ACTIVITY: Set down a faithful copy of every record below, with no images.

(Data extracted from a collection)
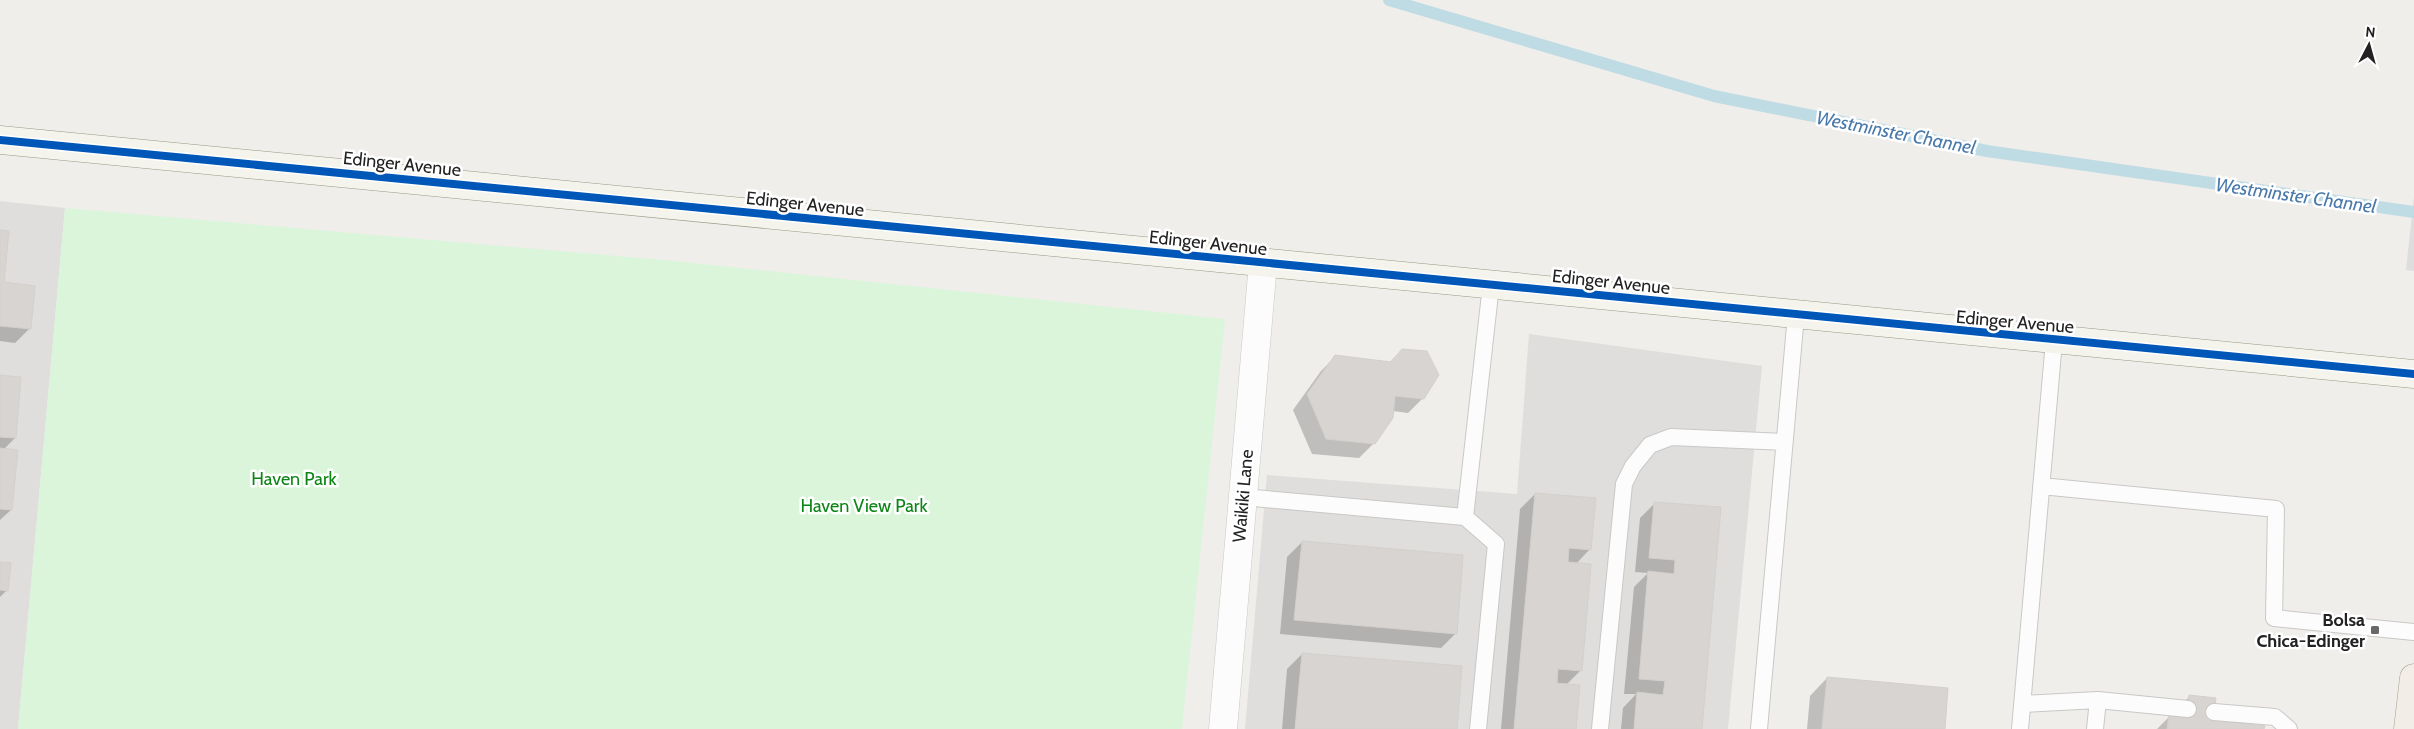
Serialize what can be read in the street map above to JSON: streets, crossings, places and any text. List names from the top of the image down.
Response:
{
  "streets": {
    "main road": ["Edinger Avenue"],
    "street": ["Waikiki Lane"]
  },
  "crossings": [
    ["Edinger Avenue", "Waikiki Lane"]
  ],
  "water": ["Westminster Channel"],
  "parks": ["Haven Park", "Haven View Park"],
  "places": {
    "transit": ["Bolsa Chica-Edinger"]
  },
  "north": "top"
}
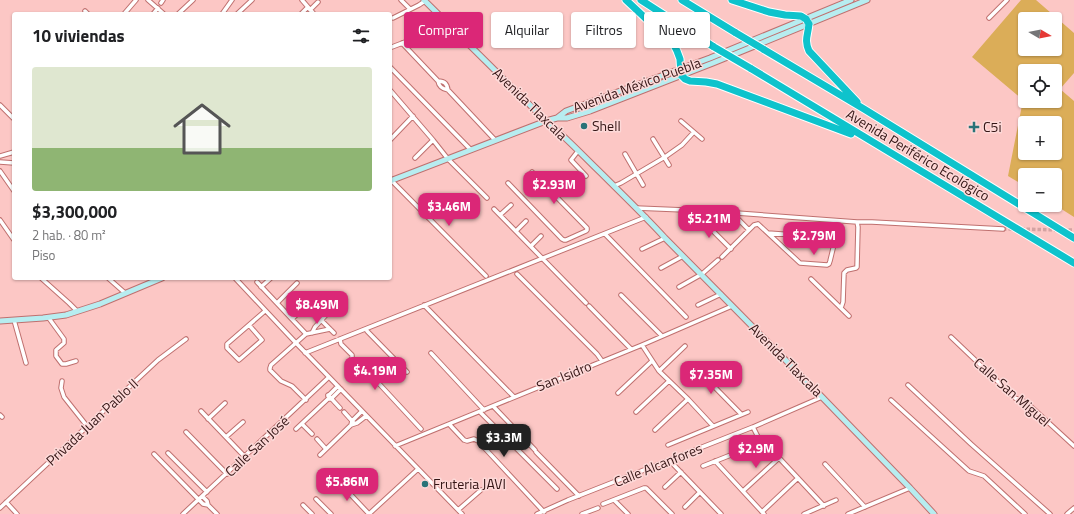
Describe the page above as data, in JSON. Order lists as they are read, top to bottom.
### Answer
{
  "streets": {
    "highway": ["Avenida Periférico Ecológico"],
    "street": [
      "Avenida México Puebla",
      "Avenida Tlaxcala",
      "San Isidro",
      "Calle San Miguel",
      "Privada Juan Pablo II",
      "Calle San José",
      "Calle Alcanfores"
    ]
  },
  "crossings": [
    ["Avenida México Puebla", "Avenida Tlaxcala"],
    ["Avenida Tlaxcala", "San Isidro"],
    ["Avenida Tlaxcala", "Calle Alcanfores"]
  ],
  "places": {
    "other": ["Shell", "Fruteria JAVI"],
    "health": ["C5i"]
  },
  "north": "right",
  "page": {
    "map_buttons": ["+", "−"],
    "chip": [
      "Comprar",
      "Alquilar",
      "Filtros",
      "Nuevo"
    ],
    "heading": "10 viviendas",
    "list": [
      {
        "name": "$3,300,000",
        "note": "2 hab. · 80 m² · Piso"
      }
    ],
    "price": [
      "$2.93M",
      "$3.46M",
      "$5.21M",
      "$2.79M",
      "$8.49M",
      "$4.19M",
      "$7.35M",
      "$3.3M",
      "$2.9M",
      "$5.86M"
    ]
  }
}
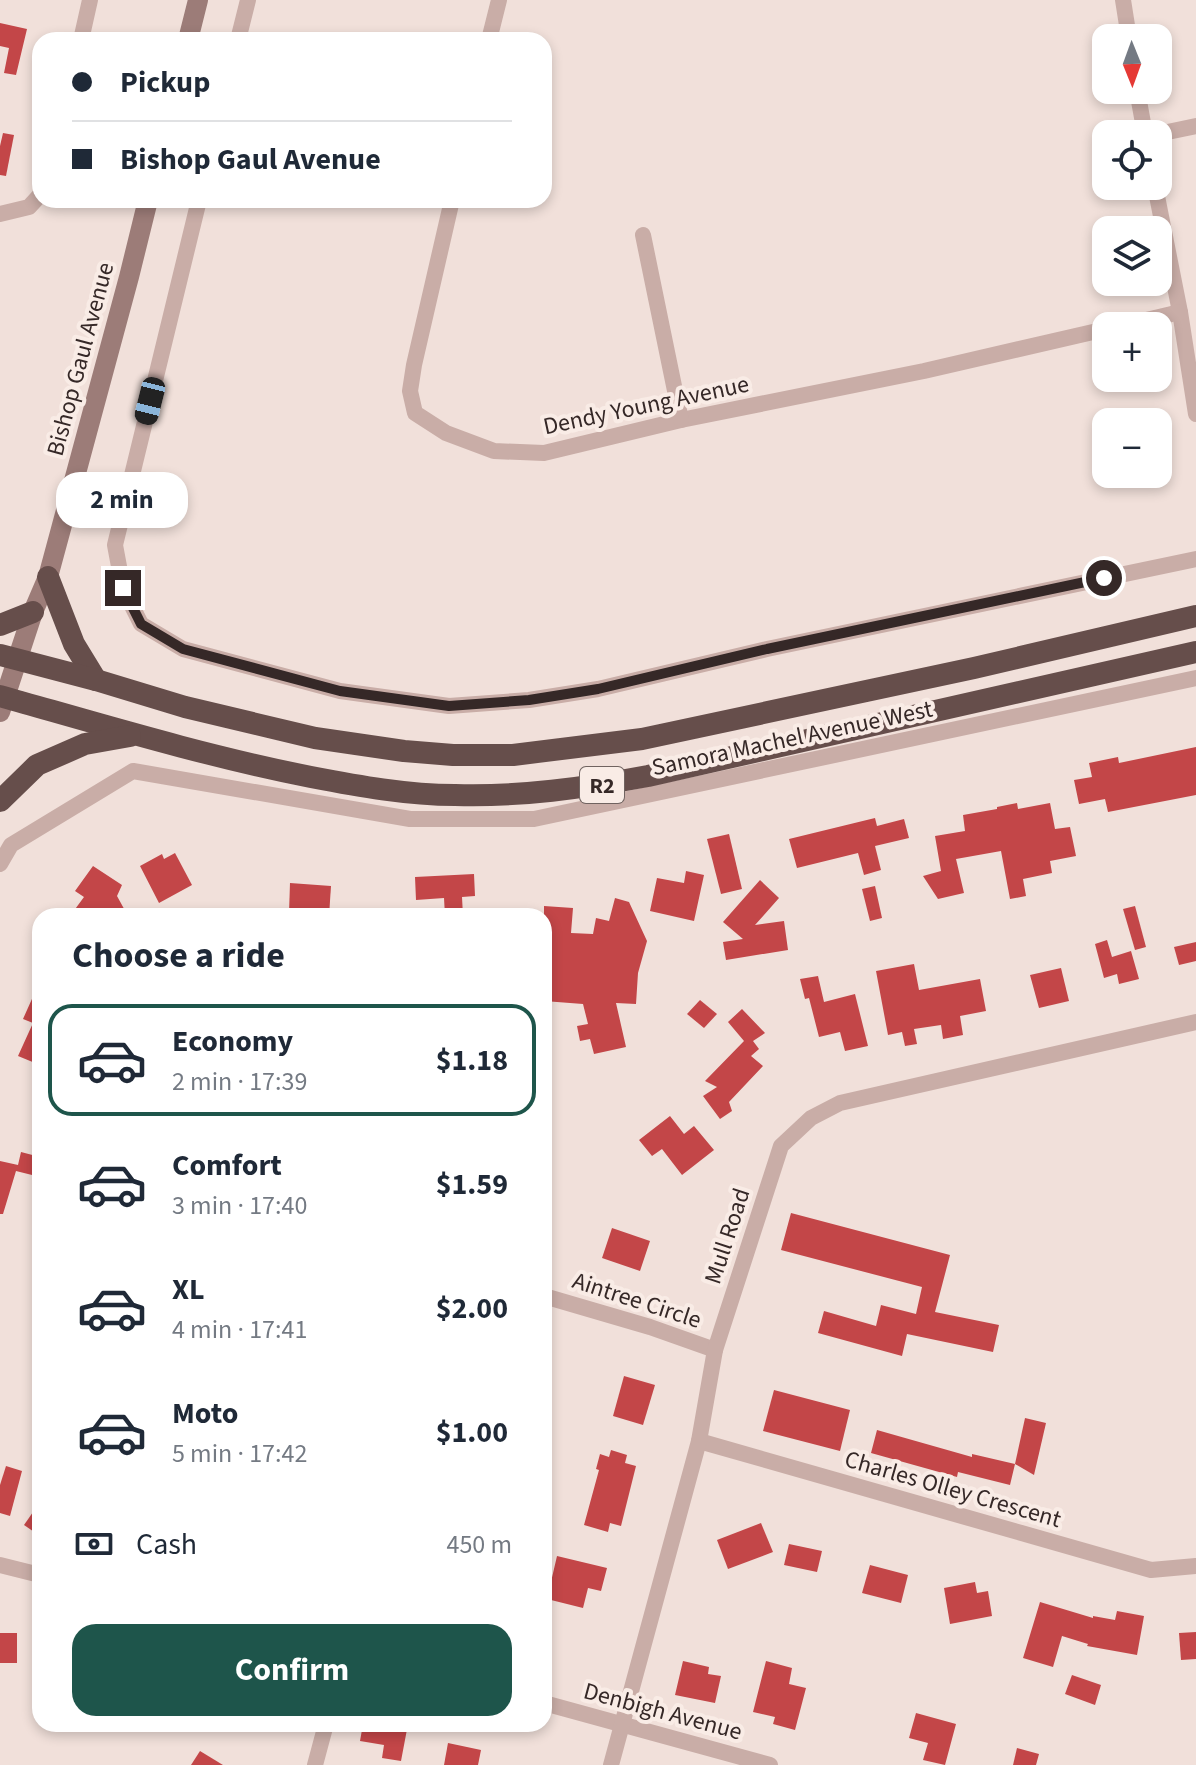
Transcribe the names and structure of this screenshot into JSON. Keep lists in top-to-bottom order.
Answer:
{
  "streets": {
    "highway": ["Samora Machel Avenue West", "R2"],
    "main road": ["Bishop Gaul Avenue"],
    "street": [
      "Dendy Young Avenue",
      "Mull Road",
      "Aintree Circle",
      "Charles Olley Crescent",
      "Denbigh Avenue"
    ]
  },
  "crossings": [
    ["Bishop Gaul Avenue", "Samora Machel Avenue West"],
    ["Mull Road", "Aintree Circle"],
    ["Mull Road", "Charles Olley Crescent"],
    ["Mull Road", "Denbigh Avenue"]
  ],
  "north": "bottom",
  "page": {
    "map_buttons": ["+", "−"],
    "banner": ["Pickup", "Bishop Gaul Avenue"],
    "bubble": "2 min",
    "heading": "Choose a ride",
    "list": [
      {
        "name": "Economy",
        "note": "2 min · 17:39",
        "value": "$1.18"
      },
      {
        "name": "Comfort",
        "note": "3 min · 17:40",
        "value": "$1.59"
      },
      {
        "name": "XL",
        "note": "4 min · 17:41",
        "value": "$2.00"
      },
      {
        "name": "Moto",
        "note": "5 min · 17:42",
        "value": "$1.00"
      }
    ],
    "pay": ["Cash", "450 m"],
    "buttons": "Confirm"
  }
}
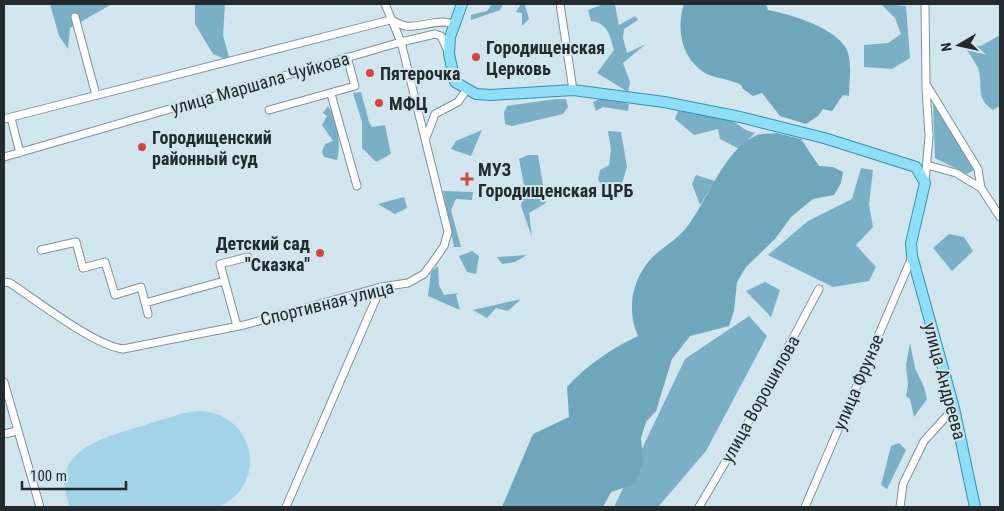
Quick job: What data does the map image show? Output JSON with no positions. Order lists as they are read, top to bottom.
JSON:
{
  "streets": {
    "main road": ["улица Андреева"],
    "street": [
      "улица Маршала Чуйкова",
      "Спортивная улица",
      "улица Фрунзе",
      "улица Ворошилова"
    ]
  },
  "crossings": [
    ["улица Маршала Чуйкова", "Спортивная улица"],
    ["улица Андреева", "улица Фрунзе"]
  ],
  "places": {
    "other": [
      "Городищенская Церковь",
      "Пятерочка",
      "МФЦ",
      "Городищенский районный суд",
      "Детский сад \"Сказка\""
    ],
    "health": ["МУЗ Городищенская ЦРБ"]
  },
  "scale_bar": "100 m",
  "north": "left"
}
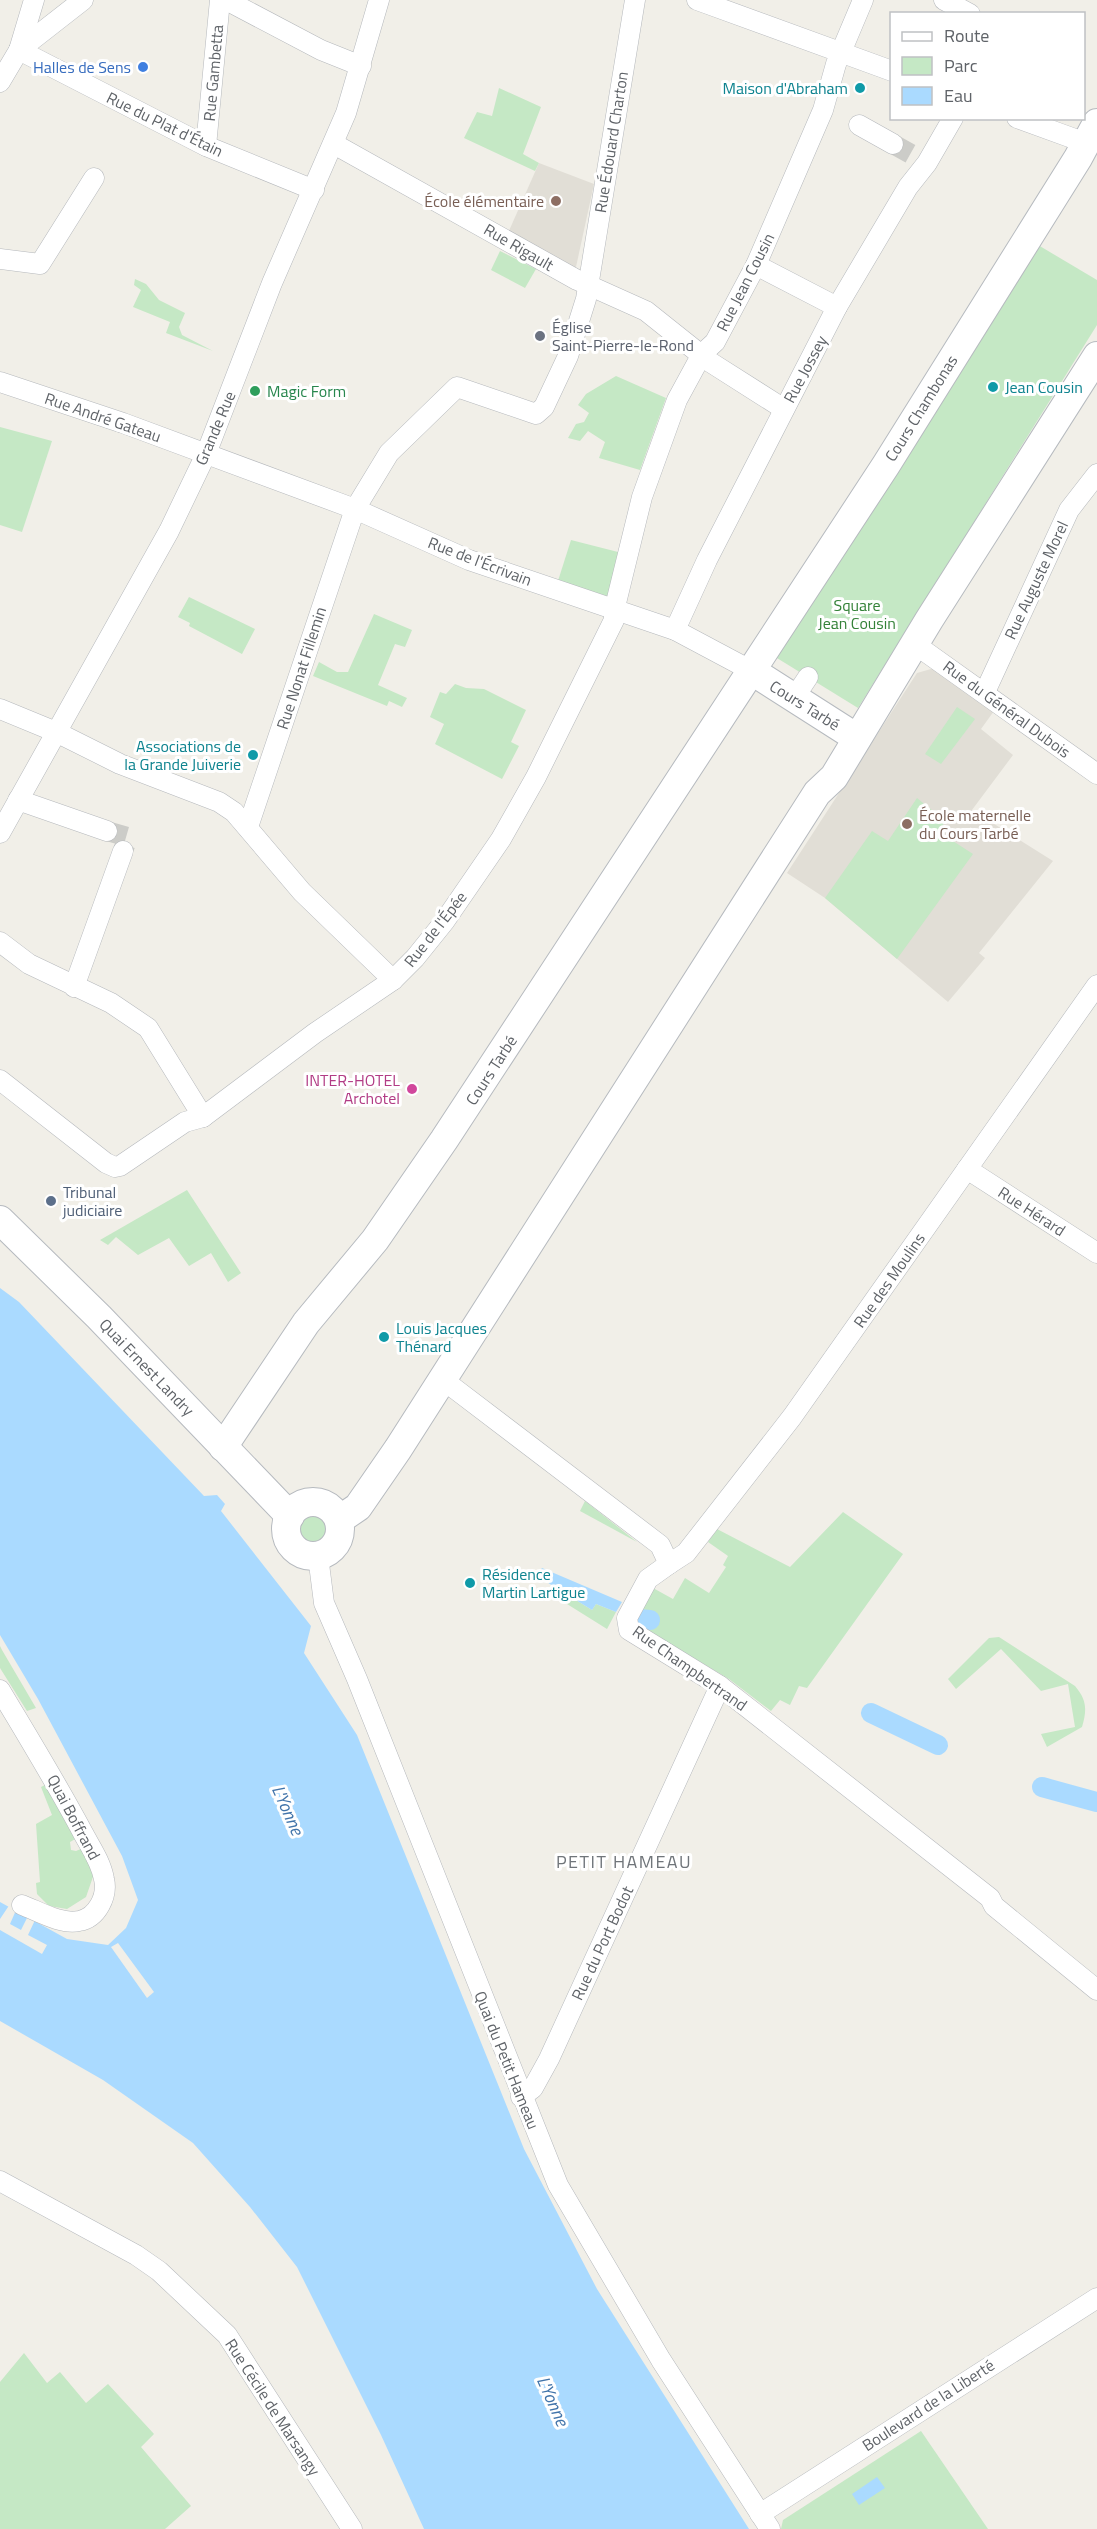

ANSWER AREA:
Serialize what can be read in the street map above to JSON: streets, crossings, places and any text. List names from the top of the image down.
Response:
{
  "streets": {
    "main road": ["Edinger Avenue"],
    "street": ["Waikiki Lane"]
  },
  "crossings": [
    ["Edinger Avenue", "Waikiki Lane"]
  ],
  "water": ["Westminster Channel"],
  "parks": ["Haven Park", "Haven View Park"],
  "places": {
    "transit": ["Bolsa Chica-Edinger"]
  },
  "north": "top"
}
Describe the page above as data, in JSON. Order lists as they are read, top to bottom.
### Answer
{
  "streets": {
    "highway": ["Avenida Periférico Ecológico"],
    "street": [
      "Avenida México Puebla",
      "Avenida Tlaxcala",
      "San Isidro",
      "Calle San Miguel",
      "Privada Juan Pablo II",
      "Calle San José",
      "Calle Alcanfores"
    ]
  },
  "crossings": [
    ["Avenida México Puebla", "Avenida Tlaxcala"],
    ["Avenida Tlaxcala", "San Isidro"],
    ["Avenida Tlaxcala", "Calle Alcanfores"]
  ],
  "places": {
    "other": ["Shell", "Fruteria JAVI"],
    "health": ["C5i"]
  },
  "north": "right",
  "page": {
    "map_buttons": ["+", "−"],
    "chip": [
      "Comprar",
      "Alquilar",
      "Filtros",
      "Nuevo"
    ],
    "heading": "10 viviendas",
    "list": [
      {
        "name": "$3,300,000",
        "note": "2 hab. · 80 m² · Piso"
      }
    ],
    "price": [
      "$2.93M",
      "$3.46M",
      "$5.21M",
      "$2.79M",
      "$8.49M",
      "$4.19M",
      "$7.35M",
      "$3.3M",
      "$2.9M",
      "$5.86M"
    ]
  }
}
Transcribe the names and structure of this screenshot into JSON. Keep lists in top-to-bottom order.
Answer:
{
  "streets": {
    "highway": ["Samora Machel Avenue West", "R2"],
    "main road": ["Bishop Gaul Avenue"],
    "street": [
      "Dendy Young Avenue",
      "Mull Road",
      "Aintree Circle",
      "Charles Olley Crescent",
      "Denbigh Avenue"
    ]
  },
  "crossings": [
    ["Bishop Gaul Avenue", "Samora Machel Avenue West"],
    ["Mull Road", "Aintree Circle"],
    ["Mull Road", "Charles Olley Crescent"],
    ["Mull Road", "Denbigh Avenue"]
  ],
  "north": "bottom",
  "page": {
    "map_buttons": ["+", "−"],
    "banner": ["Pickup", "Bishop Gaul Avenue"],
    "bubble": "2 min",
    "heading": "Choose a ride",
    "list": [
      {
        "name": "Economy",
        "note": "2 min · 17:39",
        "value": "$1.18"
      },
      {
        "name": "Comfort",
        "note": "3 min · 17:40",
        "value": "$1.59"
      },
      {
        "name": "XL",
        "note": "4 min · 17:41",
        "value": "$2.00"
      },
      {
        "name": "Moto",
        "note": "5 min · 17:42",
        "value": "$1.00"
      }
    ],
    "pay": ["Cash", "450 m"],
    "buttons": "Confirm"
  }
}
Quick job: What data does the map image show? Output JSON with no positions. Order lists as they are read, top to bottom.
JSON:
{
  "streets": {
    "main road": ["улица Андреева"],
    "street": [
      "улица Маршала Чуйкова",
      "Спортивная улица",
      "улица Фрунзе",
      "улица Ворошилова"
    ]
  },
  "crossings": [
    ["улица Маршала Чуйкова", "Спортивная улица"],
    ["улица Андреева", "улица Фрунзе"]
  ],
  "places": {
    "other": [
      "Городищенская Церковь",
      "Пятерочка",
      "МФЦ",
      "Городищенский районный суд",
      "Детский сад \"Сказка\""
    ],
    "health": ["МУЗ Городищенская ЦРБ"]
  },
  "scale_bar": "100 m",
  "north": "left"
}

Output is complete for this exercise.